Summary to the difference between T and T* method sets in Go

09 Apr 2021 • 17 min read
Tags:   go

TL;DR
Many – including me – regularly get confused by the inability to use pointer receiver methods on value interfaces. There are several levels of explanations available: from so called “Method sets”, which do not actually explain the root of the behavior, to more complicated like “Addressability”. Answers and useful pointers are scattered over the Internet both spatially and in time (this became a common stump for Go learners as early as Go appeared). In this post, I try to summarize the learnings of why sometimes one can use Go’s syntactic flexibility when calling methods – and sometimes not.

The post narrates the story as a series of short showcases, so for those understanding the problematic and coming here for answers – please fast-forward to attempts to answer.
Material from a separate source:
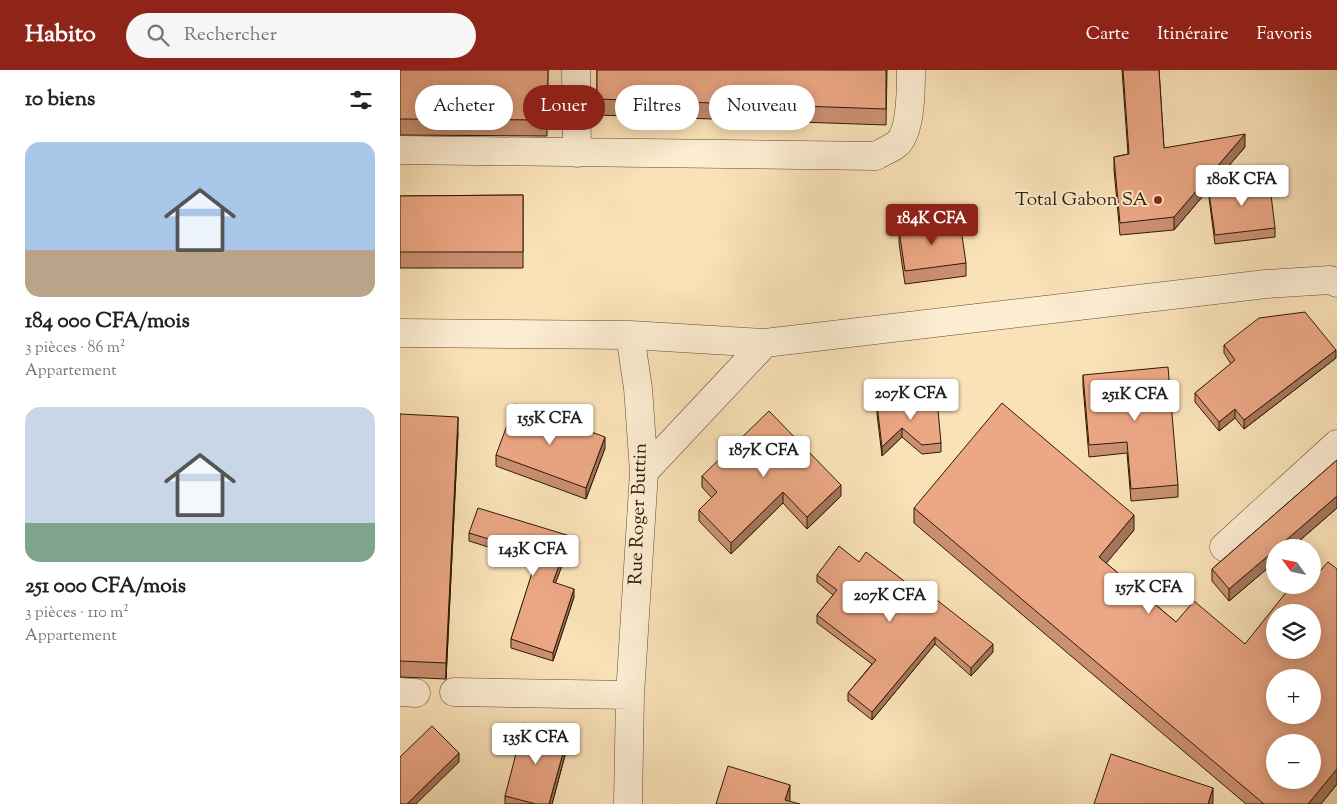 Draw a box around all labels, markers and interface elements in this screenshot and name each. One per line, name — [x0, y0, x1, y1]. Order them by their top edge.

NOTE: code is available on Github

Outline

Methods and their receivers

In Go, methods are not semantically bound to the enclosing structures. As such, one declares them using the construct of receiver, which is the object on which the given method will be called. Loosely speaking, it is an analog of self in Python or this in C++.

On can define a method with receiver of

  • a pointer type: in this case the method should be called on the pointer and can modify it;
  • or a value type: in this case the method is called on a copy of the object which calls it.
// Pointer type receiver
func (receiver *T) pointerMethod() {
    fmt.Printf("Pointer method called on \t%#v with address %p\n\n", *receiver, receiver)
}

// Value type receiver
func (receiver T) valueMethod() {
    fmt.Printf("Value method called on \t%#v with address %p\n\n", receiver, &receiver)
}

Calling those methods canonically would then happen like that:

var (
    val     T  = T{}
    pointer *T = &val
)

fmt.Printf("Value created \t%#v with address %p\n", val, &val)
fmt.Printf("Pointer created on \t%#v with address %p\n", *pointer, pointer)

val.valueMethod()
pointer.pointerMethod()

This will print the following (note change in address for calling method by the value receiver - copy of the object is passed):

Note that to get this one needs that T is not empty struct1:

➙  go run main.go
Value created           main.T{i:0} with address 0xc0000180b2
Pointer created on      main.T{i:0} with address 0xc0000180b2
Value method called on         main.T{i:0} with address 0xc0000180e0   # note a copy is created
Pointer method called on       main.T{i:0} with address 0xc0000180b2

How methods can be called on various receivers

What may confuse (or fascinate, depending on the mood) newcomers to Go, especially those coming from strictly-typed languages like C++, arises from a syntactic-sugary ability of the Go compiler to automatically dereference pointers, as well as automatically take value address. Both statements below are thus valid, too:

pointer.valueMethod()   // Implicitly converted to: (*pointer).valueMethod()
value.pointerMethod()   // Implicitly converted to: (&value).pointerMethod()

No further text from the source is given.